O tempo de trabalho, longe de ser um simples parâmetro técnico de  organização produtiva, constitui um campo de disputa simbólica, política e jurídica que atravessa a história do trabalho moderno. Da Revolução Industrial  às atuais discussões sobre inteligência artificial e automação, a definição das  jornadas, ritmos e pausas revela-se não apenas como um arranjo econômico,  mas como um artefato civilizatório – expressão de valores, prioridades sociais  e concepções de dignidade humana. Desde Marx, que qualificou a limitação  da jornada como uma “barreira social” contra a apropriação ilimitada da vida  pelo capital, até as teorias contemporâneas de Negt, Bourdieu e Nussbaum,  a regulação do tempo emerge como um eixo estruturante para a efetivação  de direitos sociais e para a própria qualidade da democracia. 

No Brasil, essa disputa temporal adquire contornos particulares. A luta  sindical, responsável por conquistas históricas como as oito horas diárias e  o descanso semanal remunerado, consolidou-se no arcabouço jurídico nacional por meio da CLT e da Constituição Federal de 1988, dialogando com  convenções internacionais da Organização Internacional do Trabalho (OIT).  Entretanto, nas últimas décadas, a precarização estrutural, o avanço de regimes extenuantes (como o 6×1) e a intensificação do trabalho em setores de  serviços e comércio têm erodido esses marcos, recolocando o debate sobre o  tempo no centro da agenda sindical. 

Nesse contexto, a Proposta de Emenda Constitucional nº 8/2025, apresentada por meio do Movimento Vida Além do Trabalho – VAT em meio a um  movimento de recuperação de políticas públicas voltadas ao trabalho após  um período de retrocesso trabalhista (iniciado com a Reforma Trabalhista de  2017) irrompe como um marco potencial, ao propor a redução da jornada sem corte salarial e a superação de escalas exaustivas, resgatando o tempo  protegido como direito social e como condição para o desenvolvimento humano. Mais que uma alteração normativa, trata-se de uma disputa paradigmática: a quem pertence o tempo que excede as necessidades estritas da produção? Qual o papel do Estado, das empresas e dos sindicatos na definição e  na proteção desse tempo? 

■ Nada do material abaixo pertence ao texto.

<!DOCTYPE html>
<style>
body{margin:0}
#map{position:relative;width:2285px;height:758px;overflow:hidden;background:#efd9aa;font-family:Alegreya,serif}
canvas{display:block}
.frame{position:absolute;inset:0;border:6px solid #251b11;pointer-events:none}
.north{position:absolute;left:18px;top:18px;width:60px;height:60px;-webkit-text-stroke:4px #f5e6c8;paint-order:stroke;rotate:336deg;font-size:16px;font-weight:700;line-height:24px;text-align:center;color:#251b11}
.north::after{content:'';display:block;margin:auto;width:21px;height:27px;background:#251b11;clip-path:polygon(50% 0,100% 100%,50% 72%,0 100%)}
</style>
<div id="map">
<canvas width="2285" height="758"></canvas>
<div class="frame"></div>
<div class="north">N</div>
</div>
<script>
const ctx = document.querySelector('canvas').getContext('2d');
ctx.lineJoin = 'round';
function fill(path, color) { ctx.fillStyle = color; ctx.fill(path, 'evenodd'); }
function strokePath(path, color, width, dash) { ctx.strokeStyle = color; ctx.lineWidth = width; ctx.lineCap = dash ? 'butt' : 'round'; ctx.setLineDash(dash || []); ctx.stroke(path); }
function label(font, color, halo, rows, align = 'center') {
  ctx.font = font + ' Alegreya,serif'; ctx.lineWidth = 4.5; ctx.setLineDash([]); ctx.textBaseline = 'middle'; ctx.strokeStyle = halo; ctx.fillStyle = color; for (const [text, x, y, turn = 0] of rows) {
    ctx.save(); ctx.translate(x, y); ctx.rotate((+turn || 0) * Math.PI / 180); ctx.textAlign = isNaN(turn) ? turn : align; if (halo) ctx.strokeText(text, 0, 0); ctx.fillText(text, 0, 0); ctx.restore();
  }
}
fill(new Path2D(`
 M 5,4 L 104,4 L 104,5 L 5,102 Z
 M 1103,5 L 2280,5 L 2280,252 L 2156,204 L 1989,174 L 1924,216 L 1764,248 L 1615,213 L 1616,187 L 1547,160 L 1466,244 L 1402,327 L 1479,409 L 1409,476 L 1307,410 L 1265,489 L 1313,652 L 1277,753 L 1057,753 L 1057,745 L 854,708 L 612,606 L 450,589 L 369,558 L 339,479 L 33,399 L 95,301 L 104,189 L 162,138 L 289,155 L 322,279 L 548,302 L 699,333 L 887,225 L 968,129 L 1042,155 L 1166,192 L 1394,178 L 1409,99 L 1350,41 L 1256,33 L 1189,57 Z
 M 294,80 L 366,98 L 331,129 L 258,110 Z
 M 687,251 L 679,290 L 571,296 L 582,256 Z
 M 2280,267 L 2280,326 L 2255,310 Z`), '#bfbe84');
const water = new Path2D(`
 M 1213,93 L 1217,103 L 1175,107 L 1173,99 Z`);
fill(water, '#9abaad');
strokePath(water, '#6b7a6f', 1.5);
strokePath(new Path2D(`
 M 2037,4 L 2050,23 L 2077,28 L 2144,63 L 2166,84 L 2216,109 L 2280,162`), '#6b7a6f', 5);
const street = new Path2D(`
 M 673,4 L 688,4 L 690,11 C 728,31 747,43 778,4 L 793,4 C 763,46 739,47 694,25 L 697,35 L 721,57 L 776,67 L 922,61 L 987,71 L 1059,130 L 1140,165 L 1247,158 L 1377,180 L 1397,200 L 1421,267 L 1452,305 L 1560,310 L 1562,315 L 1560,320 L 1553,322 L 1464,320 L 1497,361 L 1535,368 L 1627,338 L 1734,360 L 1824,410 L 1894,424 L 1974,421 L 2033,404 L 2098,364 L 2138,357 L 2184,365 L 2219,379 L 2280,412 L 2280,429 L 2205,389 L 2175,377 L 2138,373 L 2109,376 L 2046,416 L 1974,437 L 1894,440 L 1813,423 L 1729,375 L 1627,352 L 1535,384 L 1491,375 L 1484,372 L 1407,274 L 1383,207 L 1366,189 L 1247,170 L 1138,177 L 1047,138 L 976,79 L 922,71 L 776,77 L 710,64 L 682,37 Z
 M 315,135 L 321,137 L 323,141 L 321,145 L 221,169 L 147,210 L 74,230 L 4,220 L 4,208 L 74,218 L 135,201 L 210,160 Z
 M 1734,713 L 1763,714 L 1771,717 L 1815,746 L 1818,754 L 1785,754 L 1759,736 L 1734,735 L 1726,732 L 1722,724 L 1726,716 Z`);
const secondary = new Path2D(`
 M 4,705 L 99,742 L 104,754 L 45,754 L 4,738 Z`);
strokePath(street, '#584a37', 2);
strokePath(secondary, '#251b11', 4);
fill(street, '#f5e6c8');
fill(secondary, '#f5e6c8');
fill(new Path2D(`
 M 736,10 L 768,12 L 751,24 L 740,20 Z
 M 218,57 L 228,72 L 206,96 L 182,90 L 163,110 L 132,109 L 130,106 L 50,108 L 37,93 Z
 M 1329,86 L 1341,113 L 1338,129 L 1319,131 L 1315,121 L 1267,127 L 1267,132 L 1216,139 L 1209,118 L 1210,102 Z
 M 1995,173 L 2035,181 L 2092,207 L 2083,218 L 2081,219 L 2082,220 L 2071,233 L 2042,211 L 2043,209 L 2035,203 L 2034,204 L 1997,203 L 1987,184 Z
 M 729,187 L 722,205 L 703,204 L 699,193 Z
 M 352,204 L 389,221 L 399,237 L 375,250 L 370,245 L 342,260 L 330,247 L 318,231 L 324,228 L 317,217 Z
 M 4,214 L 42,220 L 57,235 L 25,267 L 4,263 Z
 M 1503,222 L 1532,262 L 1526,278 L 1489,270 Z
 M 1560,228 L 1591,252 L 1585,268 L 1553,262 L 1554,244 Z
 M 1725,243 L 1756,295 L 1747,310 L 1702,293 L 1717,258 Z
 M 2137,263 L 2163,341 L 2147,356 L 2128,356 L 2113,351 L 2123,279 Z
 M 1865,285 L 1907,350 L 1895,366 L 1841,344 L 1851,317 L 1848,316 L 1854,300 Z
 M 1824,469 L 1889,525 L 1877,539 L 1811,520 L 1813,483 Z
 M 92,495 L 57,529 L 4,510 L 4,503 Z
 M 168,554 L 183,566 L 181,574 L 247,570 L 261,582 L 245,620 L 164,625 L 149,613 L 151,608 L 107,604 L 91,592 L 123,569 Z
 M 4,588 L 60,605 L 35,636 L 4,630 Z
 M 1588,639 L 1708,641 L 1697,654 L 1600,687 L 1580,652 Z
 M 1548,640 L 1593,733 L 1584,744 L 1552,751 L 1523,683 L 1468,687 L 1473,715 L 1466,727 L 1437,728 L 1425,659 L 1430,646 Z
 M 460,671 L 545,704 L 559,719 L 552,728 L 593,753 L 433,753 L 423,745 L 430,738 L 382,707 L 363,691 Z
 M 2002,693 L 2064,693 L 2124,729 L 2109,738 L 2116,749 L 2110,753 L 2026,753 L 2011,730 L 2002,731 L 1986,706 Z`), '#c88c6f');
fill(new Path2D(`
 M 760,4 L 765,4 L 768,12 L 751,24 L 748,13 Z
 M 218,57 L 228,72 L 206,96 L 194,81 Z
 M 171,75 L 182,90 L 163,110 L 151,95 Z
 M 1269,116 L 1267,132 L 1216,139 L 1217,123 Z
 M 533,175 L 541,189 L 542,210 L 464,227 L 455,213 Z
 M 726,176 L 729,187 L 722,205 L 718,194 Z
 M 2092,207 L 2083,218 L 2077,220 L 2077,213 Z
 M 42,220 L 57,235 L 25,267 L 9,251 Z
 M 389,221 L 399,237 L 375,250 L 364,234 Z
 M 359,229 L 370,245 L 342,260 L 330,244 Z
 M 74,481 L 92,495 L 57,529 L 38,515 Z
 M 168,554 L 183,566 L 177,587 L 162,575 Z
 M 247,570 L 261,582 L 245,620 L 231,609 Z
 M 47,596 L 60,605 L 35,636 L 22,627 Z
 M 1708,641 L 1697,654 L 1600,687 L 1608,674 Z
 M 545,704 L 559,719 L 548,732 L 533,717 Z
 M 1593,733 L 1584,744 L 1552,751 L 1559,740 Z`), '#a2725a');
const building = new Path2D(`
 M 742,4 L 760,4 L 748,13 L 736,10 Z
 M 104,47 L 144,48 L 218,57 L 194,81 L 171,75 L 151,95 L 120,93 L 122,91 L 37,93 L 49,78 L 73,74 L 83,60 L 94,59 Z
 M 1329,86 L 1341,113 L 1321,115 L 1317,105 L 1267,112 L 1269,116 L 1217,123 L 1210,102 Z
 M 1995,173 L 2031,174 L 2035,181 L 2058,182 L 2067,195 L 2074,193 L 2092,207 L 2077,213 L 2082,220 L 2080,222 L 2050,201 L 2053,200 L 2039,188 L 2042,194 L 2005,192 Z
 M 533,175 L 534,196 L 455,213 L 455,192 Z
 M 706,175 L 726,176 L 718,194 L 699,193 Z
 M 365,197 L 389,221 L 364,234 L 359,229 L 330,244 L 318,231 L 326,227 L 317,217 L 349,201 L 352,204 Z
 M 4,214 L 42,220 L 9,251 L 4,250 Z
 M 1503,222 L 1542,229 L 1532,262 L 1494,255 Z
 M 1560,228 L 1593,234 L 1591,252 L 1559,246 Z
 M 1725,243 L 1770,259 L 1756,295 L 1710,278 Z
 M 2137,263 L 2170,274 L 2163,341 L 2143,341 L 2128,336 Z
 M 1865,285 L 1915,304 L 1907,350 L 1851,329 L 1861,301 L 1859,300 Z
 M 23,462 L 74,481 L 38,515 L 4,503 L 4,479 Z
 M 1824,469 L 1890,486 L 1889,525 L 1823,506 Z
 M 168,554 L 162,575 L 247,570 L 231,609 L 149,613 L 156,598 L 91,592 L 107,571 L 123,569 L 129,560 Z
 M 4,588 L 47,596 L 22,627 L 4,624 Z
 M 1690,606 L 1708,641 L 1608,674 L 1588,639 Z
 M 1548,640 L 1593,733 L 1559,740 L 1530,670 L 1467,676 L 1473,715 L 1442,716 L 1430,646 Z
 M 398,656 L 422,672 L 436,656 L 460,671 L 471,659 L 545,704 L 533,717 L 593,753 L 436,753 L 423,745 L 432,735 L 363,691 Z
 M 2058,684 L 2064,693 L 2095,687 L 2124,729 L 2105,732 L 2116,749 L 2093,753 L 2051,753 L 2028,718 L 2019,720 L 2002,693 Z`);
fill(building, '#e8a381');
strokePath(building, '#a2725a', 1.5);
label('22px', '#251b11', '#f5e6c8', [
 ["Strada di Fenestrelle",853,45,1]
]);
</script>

Este artigo parte da premissa de que redistribuir o tempo é tão estratégico e civilizatório quanto redistribuir renda. Ao articular fundamentos teóricos, evidências empíricas e análise jurídico-sindical, busca demonstrar que a  redução da jornada, quando concebida como política pública e pactuada coletivamente, não representa um entrave à competitividade econômica, mas um  vetor de saúde, cidadania e fortalecimento democrático. Ao final, pretende-se  evidenciar que a disputa pelo tempo, no Século XXI, é também disputa pela  forma e pela substância da própria vida social.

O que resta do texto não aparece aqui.